In a recent video interview with Applied Clinical Trials, Kimberly Tableman, founder & CEO, ESPERO, discussed the challenges and trends in protocol development for clinical trials. She also highlighted technological advancements, such as data interoperability standards like ICH M11 and CDISC, and how they are expected to streamline protocol development and support generative AI in 2025.

ACT: What do you think should be top of mind for clinical operations executives going in 2025?
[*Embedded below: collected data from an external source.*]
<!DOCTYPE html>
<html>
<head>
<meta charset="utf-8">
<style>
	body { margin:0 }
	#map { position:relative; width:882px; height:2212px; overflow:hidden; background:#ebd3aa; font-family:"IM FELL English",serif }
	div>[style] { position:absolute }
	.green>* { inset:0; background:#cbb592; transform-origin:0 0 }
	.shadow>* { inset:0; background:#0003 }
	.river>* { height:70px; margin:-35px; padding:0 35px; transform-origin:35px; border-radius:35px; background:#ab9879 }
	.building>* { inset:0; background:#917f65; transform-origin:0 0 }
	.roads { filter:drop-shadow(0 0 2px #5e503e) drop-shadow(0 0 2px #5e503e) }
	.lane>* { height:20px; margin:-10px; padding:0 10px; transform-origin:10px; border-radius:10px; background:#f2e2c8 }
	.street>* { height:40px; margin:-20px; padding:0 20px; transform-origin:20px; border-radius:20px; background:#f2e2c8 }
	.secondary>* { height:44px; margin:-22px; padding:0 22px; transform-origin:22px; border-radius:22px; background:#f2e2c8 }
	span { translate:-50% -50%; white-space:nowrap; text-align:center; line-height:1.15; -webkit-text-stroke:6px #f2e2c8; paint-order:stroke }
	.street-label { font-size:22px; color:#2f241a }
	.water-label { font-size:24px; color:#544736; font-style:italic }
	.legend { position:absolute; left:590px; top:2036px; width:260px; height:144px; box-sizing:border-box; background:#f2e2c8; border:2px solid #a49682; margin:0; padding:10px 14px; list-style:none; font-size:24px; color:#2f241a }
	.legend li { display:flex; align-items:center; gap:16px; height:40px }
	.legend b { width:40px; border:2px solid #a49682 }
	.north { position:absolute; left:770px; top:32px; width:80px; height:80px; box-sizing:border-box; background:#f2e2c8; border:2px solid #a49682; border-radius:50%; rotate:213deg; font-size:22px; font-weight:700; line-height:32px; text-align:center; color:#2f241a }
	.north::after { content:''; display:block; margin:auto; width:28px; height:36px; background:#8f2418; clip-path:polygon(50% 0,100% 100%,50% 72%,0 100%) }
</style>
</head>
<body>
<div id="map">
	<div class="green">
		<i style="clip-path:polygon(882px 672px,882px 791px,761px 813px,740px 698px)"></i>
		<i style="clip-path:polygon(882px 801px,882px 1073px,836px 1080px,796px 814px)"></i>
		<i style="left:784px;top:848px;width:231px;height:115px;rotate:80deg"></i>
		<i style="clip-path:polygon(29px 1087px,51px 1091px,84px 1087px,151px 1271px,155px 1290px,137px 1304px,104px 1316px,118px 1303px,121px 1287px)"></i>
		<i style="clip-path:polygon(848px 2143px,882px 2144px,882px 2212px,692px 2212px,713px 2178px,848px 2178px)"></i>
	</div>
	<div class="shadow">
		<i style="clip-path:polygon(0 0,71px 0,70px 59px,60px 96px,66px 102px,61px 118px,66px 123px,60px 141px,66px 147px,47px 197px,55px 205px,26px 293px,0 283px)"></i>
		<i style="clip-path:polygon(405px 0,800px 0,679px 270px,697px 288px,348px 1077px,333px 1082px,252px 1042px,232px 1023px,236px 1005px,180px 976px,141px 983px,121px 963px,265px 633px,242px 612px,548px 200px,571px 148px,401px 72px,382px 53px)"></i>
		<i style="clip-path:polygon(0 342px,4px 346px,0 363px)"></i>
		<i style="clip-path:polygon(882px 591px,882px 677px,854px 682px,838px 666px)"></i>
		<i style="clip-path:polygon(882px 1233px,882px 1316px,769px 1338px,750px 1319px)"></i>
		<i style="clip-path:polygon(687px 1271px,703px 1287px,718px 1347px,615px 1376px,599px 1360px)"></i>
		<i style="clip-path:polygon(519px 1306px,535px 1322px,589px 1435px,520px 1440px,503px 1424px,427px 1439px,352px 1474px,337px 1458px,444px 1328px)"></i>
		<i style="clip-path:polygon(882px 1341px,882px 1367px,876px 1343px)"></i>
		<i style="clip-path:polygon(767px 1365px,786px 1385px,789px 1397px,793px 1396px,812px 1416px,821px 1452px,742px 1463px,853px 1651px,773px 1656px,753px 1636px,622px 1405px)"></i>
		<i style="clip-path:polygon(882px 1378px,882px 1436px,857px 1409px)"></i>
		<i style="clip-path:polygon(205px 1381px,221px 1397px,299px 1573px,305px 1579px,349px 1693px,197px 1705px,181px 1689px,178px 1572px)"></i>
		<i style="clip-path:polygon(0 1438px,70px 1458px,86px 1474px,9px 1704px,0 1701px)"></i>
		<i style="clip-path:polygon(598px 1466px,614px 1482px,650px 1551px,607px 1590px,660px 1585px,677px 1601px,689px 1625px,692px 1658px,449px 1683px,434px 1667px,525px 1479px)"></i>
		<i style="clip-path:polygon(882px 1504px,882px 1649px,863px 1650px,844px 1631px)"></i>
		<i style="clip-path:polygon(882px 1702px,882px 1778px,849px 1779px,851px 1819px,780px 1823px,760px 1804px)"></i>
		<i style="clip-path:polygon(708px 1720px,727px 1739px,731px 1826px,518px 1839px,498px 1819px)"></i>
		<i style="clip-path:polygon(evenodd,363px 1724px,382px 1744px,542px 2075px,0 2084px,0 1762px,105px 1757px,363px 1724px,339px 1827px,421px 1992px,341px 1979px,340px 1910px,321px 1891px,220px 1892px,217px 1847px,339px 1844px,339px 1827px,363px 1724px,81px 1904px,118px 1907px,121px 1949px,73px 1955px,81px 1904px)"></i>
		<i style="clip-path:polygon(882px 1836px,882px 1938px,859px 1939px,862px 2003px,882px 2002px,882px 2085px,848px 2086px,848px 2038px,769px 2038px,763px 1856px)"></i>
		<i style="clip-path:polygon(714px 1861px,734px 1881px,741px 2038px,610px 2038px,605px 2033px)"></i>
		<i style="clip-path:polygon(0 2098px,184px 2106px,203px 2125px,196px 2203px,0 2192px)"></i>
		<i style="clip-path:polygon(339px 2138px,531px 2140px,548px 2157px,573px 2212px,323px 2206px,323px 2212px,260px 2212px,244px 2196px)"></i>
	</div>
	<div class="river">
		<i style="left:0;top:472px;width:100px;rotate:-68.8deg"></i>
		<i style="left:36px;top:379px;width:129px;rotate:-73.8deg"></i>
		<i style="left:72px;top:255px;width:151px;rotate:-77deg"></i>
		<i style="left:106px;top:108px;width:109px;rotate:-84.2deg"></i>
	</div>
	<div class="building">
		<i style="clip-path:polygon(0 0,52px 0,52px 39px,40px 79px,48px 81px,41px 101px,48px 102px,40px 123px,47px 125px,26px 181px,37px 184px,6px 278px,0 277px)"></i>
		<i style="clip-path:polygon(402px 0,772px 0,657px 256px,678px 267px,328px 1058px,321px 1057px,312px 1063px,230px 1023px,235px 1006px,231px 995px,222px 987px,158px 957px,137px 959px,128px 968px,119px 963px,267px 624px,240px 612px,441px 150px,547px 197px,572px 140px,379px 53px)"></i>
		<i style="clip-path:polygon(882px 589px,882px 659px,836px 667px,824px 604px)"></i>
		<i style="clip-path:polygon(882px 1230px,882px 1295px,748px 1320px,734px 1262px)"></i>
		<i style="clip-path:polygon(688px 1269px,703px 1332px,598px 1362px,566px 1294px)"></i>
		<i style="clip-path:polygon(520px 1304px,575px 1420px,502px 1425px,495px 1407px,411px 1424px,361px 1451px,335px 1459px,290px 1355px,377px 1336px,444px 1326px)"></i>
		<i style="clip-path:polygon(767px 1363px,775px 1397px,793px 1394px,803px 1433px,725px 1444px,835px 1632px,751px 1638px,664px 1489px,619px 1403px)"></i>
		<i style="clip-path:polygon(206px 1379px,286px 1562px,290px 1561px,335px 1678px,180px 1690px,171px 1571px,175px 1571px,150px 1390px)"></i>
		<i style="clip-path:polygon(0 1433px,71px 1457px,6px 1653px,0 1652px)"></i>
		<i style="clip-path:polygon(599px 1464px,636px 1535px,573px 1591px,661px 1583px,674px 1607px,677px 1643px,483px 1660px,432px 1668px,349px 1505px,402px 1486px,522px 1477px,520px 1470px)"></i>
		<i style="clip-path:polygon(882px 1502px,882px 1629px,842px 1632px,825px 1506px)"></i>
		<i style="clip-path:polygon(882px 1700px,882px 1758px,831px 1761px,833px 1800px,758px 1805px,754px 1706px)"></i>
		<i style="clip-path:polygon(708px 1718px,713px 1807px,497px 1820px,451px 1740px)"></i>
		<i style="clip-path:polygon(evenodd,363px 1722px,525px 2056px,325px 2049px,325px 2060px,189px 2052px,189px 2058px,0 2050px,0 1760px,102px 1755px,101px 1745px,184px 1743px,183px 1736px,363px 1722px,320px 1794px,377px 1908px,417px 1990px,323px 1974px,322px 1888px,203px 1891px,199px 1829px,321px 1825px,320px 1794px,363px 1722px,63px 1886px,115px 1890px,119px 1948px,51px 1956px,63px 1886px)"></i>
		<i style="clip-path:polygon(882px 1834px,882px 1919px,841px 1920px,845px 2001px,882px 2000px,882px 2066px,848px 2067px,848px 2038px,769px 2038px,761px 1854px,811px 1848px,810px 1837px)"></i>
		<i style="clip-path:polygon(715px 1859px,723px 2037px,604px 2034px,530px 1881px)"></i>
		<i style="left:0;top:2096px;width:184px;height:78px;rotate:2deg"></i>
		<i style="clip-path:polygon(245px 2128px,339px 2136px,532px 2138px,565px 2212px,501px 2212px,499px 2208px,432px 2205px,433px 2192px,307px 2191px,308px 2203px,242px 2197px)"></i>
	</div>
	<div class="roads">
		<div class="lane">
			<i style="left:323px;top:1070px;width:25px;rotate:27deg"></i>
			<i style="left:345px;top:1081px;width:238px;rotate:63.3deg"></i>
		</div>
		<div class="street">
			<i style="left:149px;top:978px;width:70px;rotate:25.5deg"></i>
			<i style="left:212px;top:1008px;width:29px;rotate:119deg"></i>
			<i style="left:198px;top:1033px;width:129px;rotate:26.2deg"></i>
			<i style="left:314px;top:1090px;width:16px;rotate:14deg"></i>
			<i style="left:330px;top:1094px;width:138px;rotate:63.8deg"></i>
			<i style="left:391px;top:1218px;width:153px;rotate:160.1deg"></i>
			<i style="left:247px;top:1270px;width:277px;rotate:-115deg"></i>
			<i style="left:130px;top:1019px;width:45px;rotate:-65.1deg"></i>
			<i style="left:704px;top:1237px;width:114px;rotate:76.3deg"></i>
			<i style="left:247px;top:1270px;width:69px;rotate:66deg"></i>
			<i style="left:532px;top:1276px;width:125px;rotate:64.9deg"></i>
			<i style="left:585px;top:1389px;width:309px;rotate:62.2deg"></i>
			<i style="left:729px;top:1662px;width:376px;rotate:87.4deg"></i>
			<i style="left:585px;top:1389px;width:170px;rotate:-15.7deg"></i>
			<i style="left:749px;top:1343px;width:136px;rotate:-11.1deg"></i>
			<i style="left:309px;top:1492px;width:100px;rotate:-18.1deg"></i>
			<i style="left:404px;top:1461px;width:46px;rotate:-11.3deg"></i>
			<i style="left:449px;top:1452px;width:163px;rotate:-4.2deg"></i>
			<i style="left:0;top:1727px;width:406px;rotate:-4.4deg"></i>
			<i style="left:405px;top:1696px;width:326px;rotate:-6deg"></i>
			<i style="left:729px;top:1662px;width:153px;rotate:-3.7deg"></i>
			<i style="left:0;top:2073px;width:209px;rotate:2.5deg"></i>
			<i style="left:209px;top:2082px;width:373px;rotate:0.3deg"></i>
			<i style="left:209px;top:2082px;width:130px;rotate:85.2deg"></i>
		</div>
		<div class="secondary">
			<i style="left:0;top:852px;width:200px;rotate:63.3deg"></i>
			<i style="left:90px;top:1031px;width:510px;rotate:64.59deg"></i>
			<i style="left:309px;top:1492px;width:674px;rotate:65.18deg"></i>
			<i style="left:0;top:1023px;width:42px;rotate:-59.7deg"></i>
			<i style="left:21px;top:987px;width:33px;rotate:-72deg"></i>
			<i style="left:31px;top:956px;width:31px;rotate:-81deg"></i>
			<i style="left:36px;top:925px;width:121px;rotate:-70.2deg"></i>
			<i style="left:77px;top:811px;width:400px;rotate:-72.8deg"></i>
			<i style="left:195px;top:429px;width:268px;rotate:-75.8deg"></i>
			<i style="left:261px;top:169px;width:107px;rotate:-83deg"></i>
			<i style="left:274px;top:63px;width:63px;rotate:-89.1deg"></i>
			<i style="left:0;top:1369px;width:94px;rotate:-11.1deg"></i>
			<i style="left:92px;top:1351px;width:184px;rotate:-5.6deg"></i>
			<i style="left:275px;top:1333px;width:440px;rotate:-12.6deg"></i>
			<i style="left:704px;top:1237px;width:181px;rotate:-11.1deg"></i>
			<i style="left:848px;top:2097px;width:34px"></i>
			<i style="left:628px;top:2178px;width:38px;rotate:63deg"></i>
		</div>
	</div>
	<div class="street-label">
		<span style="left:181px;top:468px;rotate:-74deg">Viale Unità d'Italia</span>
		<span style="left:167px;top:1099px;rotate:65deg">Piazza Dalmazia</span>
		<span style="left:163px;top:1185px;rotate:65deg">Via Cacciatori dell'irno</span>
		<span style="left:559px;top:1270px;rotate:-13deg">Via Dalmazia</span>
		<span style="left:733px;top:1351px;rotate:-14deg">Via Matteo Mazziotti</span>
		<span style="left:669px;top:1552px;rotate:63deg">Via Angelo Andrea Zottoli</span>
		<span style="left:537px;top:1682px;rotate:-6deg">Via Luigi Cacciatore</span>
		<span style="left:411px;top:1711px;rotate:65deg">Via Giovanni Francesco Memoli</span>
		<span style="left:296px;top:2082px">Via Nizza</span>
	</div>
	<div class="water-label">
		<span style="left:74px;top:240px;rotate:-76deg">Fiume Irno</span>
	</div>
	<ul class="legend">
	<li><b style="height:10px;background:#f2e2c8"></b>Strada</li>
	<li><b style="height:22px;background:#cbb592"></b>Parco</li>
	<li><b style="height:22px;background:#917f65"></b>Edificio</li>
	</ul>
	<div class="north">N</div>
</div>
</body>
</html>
Tableman: I think there's a number of different things, but I think the data interoperability part that I just spoke of, and leveraging the standards, again, from the ICH M11 all the way through enabling that digital data flow, but what it really empowers again, is artificial intelligence. We are seeing the use of AI, and we talk a lot right now about artificial intelligence with a human in the loop, so I think for where we're at right now in pharma, I think that clinical operations executives need to be looking at it, but I think also realizing that we're not yet at the advent where artificial intelligence is taking away jobs and so on and so forth, you still need people that are looking at what the AI generates and saying, “Yeah, this works, or it doesn't work.” For us, for example, we use artificial intelligence to bring in a bolus of objectives, endpoints, inclusion/exclusion, criteria, that are options that you can put into the protocol, but a human being is still looking at that information and making a decision about, “Yeah, I want to leverage this objective or this endpoint, I want to put in this inclusion or exclusion into the study design overall.” I think getting comfortable with a trust but verify, taking some steps in that direction, to start getting more comfortable with artificial intelligence will be really helpful.